A Data Lake is a storage and analytic system which stores structured and unstructured data from all source systems in the company in its raw form. The data is queried, combined and analysed to get useful patterns and insights. It is built on a cost effetive Hadoop storage infrastructure, and can be dynamically scaled.
A Data Warehouse is a system that retrieves and consolidates data periodically from source systems into a dimensional or normalised data store. It usually keeps years of history and queried for business intelligence or other analytical activities. It is typically updated in batches, not every time a transaction happens in the source system.
Data Lake Advantages
Because data from all source systems are there in the data lake, the main advantage of data lake is it enables the analyst to get analytics and insight from multiple systems. Yes the data is still in their raw form, so would requires some processing, but it is a lot quicker (1-2 week) than building a data warehouse (6-12 months). And that is the second advantage: time to build.
The third advantage of data lake is its ability to store unstructured data such as documents and social media, which we can query and combine with structured data from databases.
The fourth and probably the most powerful business case for a data lake is the cost efficiency. In investment banking world for example, we can store market data (e.g. prices, yields, spreads, ratings) not only for the securities that we hold but all securities in the market, cheaper than if we store it in Oracle or SQL Server.
The fifth advantage of a data lake is the flexibility. Unlike Oracle or SQL Server, data lakes dynamically scales up. If this morning it is 2 TB, in the afternoon it can be 3 TB. As new data arrives, and we need new capacity, we can add storage easily. As we requires more computing power, we can get more computing power there and then, instantly. There is no need to wait a few days for adding a new node in a SQL always-on availability groups, or adding storage to the SAN, or extending the computing power of an Oracle Grid. This means that we do not need to spend a lot of money upfront paying for 3 TB data and 16 processors. We can just start with 300 GB and 4 processors, and expand when required.
Data Lake Disadvantages
The first issue is that the data lake technology is immature. The language which can query across database and unstructure files only has very limited features (each vendor has different language, for Microsoft Azure it is U-SQL). It is probably only 10% of what PL/SQL or T-SQL can do. We can solve this by putting QlikView or Tableau on top. We use U-SQL only to query individual table and we join the data in QlikView/Tableau and do further processing there.

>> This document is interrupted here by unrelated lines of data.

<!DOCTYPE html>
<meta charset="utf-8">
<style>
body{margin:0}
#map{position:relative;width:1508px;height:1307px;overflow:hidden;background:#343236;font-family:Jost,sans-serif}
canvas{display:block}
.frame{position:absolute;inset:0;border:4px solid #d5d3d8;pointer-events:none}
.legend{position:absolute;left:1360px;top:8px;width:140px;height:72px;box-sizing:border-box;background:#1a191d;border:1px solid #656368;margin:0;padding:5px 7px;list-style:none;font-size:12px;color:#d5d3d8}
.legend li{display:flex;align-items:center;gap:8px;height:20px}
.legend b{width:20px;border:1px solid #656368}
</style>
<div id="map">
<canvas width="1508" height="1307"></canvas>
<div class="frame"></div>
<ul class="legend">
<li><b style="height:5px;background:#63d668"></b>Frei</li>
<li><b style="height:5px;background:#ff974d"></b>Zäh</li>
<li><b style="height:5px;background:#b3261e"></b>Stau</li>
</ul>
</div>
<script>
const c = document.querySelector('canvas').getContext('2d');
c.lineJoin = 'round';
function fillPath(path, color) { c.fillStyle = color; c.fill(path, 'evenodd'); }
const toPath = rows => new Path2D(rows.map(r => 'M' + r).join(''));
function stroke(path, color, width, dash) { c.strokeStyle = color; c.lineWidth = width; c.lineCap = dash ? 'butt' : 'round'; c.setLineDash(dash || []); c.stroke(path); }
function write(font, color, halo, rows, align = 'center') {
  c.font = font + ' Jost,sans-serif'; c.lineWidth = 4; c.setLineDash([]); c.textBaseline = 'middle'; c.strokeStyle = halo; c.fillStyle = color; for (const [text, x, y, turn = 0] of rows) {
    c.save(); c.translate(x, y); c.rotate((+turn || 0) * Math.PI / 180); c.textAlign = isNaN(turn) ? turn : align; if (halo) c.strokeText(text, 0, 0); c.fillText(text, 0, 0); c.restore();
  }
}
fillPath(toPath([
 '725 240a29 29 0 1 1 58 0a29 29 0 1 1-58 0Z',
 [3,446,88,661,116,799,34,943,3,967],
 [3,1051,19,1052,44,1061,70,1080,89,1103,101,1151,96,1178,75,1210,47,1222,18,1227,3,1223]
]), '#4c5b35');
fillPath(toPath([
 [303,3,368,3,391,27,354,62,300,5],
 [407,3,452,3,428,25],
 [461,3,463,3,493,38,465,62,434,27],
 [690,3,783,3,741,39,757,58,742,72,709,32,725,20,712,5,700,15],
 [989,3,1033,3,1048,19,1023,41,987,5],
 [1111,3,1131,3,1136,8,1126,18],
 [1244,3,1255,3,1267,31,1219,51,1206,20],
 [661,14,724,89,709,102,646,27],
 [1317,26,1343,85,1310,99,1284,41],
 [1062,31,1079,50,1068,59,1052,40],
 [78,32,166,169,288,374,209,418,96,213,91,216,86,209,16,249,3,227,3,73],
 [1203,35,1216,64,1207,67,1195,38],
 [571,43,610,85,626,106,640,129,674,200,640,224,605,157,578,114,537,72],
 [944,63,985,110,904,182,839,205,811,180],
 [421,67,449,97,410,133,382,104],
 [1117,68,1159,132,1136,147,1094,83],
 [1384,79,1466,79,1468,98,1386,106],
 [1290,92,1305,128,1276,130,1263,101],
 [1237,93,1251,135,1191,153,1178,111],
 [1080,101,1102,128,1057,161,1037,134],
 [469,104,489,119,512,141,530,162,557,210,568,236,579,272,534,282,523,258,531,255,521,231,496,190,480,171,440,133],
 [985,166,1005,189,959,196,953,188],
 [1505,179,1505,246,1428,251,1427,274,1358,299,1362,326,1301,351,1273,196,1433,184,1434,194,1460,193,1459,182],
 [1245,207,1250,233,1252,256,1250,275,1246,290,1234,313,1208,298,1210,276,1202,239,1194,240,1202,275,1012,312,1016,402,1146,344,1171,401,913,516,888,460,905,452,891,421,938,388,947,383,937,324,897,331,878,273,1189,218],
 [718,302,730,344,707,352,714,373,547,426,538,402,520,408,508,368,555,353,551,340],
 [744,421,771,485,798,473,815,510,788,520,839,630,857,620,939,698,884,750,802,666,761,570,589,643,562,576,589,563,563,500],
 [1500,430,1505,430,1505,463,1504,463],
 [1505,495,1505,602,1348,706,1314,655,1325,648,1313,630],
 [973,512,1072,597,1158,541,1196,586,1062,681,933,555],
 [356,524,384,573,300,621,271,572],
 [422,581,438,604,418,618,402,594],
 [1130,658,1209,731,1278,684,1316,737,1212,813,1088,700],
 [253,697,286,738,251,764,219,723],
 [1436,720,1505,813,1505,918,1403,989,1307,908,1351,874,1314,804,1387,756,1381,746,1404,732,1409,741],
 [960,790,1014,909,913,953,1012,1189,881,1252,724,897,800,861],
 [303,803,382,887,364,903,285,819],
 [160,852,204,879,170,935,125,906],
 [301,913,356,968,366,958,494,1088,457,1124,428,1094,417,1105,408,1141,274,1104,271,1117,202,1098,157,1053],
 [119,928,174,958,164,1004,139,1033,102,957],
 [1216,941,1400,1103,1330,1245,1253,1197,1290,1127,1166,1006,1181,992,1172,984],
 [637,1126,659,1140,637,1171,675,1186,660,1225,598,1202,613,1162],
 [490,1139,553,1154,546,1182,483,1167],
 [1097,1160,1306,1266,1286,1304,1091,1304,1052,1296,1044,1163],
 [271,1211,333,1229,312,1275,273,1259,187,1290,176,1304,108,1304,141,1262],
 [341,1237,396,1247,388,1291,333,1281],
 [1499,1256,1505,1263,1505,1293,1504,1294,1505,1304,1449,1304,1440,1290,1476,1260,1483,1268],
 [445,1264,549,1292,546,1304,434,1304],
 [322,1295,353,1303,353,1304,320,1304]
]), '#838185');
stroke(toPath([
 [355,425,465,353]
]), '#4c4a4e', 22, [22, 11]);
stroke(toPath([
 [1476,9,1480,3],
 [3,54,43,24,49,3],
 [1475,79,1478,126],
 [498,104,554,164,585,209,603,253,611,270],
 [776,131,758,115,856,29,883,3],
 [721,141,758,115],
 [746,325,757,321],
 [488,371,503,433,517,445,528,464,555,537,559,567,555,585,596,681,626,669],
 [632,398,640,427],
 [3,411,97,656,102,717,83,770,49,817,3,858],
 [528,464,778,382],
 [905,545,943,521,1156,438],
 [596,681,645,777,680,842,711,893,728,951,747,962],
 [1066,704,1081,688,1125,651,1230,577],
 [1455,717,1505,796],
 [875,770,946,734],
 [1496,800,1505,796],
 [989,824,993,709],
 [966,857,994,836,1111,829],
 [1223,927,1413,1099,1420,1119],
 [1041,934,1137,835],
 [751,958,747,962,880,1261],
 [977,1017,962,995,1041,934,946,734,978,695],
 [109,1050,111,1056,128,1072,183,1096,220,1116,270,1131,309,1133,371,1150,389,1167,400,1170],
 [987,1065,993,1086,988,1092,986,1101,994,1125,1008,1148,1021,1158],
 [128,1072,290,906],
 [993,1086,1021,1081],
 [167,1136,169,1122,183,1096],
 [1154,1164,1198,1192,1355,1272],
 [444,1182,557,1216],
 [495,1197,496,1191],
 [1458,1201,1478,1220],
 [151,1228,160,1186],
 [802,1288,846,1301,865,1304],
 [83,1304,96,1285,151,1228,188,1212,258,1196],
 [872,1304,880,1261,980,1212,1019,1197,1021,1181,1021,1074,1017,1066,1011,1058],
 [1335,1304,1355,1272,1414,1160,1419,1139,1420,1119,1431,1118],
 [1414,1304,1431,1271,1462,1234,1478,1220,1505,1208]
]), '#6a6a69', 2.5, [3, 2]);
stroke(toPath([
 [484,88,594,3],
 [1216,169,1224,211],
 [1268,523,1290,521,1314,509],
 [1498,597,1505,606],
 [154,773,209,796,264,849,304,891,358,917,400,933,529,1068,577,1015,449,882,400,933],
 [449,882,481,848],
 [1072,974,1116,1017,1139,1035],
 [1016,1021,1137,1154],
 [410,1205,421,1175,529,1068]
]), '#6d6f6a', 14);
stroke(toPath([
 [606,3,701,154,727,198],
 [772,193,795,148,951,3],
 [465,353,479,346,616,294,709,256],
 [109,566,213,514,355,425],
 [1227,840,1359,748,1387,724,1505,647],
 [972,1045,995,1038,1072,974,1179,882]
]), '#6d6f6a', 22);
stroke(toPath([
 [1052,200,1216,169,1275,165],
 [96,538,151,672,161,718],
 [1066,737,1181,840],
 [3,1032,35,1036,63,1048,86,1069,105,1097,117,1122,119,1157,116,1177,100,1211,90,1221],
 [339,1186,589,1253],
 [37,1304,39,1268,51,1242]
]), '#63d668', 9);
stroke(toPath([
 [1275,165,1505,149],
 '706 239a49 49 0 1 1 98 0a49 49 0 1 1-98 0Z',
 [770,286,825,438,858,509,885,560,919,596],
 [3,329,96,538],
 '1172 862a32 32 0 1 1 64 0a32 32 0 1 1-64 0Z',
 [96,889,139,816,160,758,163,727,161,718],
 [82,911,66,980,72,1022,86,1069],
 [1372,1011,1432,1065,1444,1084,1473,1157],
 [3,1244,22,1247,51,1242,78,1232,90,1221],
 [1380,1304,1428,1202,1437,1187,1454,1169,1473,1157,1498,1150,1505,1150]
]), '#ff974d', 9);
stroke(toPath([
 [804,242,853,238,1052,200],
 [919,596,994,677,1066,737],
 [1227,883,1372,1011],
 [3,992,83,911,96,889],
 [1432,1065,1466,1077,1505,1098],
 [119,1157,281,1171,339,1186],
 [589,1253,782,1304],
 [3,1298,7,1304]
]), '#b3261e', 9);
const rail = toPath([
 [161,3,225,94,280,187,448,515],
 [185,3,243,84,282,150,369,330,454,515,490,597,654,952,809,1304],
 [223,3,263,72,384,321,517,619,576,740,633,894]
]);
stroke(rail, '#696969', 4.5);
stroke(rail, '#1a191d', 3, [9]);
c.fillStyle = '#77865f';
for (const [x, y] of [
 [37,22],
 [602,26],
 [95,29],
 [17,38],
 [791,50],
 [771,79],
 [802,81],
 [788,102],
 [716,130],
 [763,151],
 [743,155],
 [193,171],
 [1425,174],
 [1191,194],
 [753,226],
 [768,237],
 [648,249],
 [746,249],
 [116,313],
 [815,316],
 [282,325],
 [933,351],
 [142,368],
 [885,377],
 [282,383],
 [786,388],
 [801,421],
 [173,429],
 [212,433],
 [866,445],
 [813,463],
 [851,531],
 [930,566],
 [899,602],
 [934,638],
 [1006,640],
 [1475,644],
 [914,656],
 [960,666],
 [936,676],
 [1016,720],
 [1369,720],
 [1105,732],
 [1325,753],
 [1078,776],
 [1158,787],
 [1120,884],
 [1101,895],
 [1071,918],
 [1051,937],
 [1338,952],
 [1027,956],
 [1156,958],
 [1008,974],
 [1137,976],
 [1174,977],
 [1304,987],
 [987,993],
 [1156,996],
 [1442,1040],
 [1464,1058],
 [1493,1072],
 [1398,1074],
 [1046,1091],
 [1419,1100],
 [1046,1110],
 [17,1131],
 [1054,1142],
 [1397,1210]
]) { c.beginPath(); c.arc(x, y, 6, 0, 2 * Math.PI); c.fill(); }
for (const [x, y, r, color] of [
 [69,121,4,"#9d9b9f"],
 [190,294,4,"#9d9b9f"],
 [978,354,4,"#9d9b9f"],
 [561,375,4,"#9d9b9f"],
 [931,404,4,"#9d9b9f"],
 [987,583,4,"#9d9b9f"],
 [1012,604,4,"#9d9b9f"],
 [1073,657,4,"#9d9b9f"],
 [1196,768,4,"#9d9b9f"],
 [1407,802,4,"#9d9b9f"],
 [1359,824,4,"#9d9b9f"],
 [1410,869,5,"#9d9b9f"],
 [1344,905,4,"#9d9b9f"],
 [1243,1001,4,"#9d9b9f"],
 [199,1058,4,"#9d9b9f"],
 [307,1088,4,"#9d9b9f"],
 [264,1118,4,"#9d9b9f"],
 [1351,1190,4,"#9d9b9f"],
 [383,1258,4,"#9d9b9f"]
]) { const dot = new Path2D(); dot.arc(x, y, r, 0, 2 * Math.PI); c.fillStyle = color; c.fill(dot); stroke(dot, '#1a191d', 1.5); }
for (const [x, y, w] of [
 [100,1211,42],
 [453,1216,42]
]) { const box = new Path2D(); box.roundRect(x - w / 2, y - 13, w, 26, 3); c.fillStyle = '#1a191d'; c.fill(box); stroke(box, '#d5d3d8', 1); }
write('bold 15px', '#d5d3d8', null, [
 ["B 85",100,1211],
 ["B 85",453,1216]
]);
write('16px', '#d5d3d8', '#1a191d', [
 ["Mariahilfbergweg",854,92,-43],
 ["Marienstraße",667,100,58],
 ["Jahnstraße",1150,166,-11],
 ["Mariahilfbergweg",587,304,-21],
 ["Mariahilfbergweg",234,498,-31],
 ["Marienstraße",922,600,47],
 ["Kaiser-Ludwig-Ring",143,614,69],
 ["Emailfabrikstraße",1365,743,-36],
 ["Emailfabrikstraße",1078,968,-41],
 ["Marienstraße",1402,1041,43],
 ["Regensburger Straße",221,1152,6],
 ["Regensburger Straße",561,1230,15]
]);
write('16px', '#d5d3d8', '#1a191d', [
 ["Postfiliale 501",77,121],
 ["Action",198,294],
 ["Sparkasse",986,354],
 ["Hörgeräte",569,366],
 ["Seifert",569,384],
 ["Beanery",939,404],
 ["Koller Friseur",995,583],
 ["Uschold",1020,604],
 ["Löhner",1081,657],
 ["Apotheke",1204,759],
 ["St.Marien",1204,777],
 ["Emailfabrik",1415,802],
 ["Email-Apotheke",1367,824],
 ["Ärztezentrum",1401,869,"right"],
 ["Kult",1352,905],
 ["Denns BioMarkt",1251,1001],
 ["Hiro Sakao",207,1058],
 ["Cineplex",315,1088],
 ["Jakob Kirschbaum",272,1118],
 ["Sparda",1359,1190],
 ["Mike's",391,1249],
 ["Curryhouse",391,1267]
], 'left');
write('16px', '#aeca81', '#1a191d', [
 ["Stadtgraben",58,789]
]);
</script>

The second issue is cost (but I don’t find this argument holds water). The issue is: it actually costs a lot of money to store data from all source systems in the company, let alone storing external market data which requires a lot of licence cost.
Let’s take Microsoft Azure Data Lake for pricing example. Being in the cloud, the price is only US$ 0.04 per GB and US$0.07/1 million transactions (ref: link). Let’s say that “data from ALL systems in the company” is 500 GB. And every day we store this data in the data lake. So 500 GB per day x 365 days = 182,500 GB per year x $0.04/GB = $7300 per year. Let’s say we have 10 million transactions per day, which is 3650 million transactions per year x $0.07/million transaction = $256 per year. So it is only cost us about $7500 per year. This is a very reasonable price to pay, to have “all the data in the company in one place”. Even 5 years later, when the volume grows to 5 times, it is only about $35,000 per year. Still very reasonable price to pay.
The third issue is performance. Because data lakes stores the data in its raw format, the query which joins the different data could be running like a dog. Luckily Data Lake is running on HDFS, a distributed file system, which is very fast. So yes it is slower than a data warehouse, but it is not too bad. We are not talking about 30 minutes to run a query, but something like 20-30 seconds (compared to DW query which is say 1-3 seconds).
Data Lake being “exploration tool”, I can tolerate a little bit of slowness. After we proof that (for example) the risk data we query is making money, then it can pay for creating a Risk data mart specifically for that risk analysis purpose.
The forth issue is skill. Data Lake requires a superb business knowledge. Because the analyst needs to join tables from different source system. What is the difference between Real Modified Duration and Effective Real Duration and Modified Duration? But this issue is the same whether we are building ad Data Warehouse or a Data Lake. Both requires good business knowledge.
I don’t find U-SQL is difficult to understand for people with SQL knowledge, which is a common skill. But how about Machine Learning? That is difficult to master, right? Yes, that is true, but it is worth paying an expert data scientist to discover the insight in the data, because this insight can be used to save cost or boost our revenue. The potential benefit is 10-100 times the salary of the data scientist.
So considering all the pros and cons above, I am in favour for creating a Data Lake. In addition to having a Data Warehouse of course.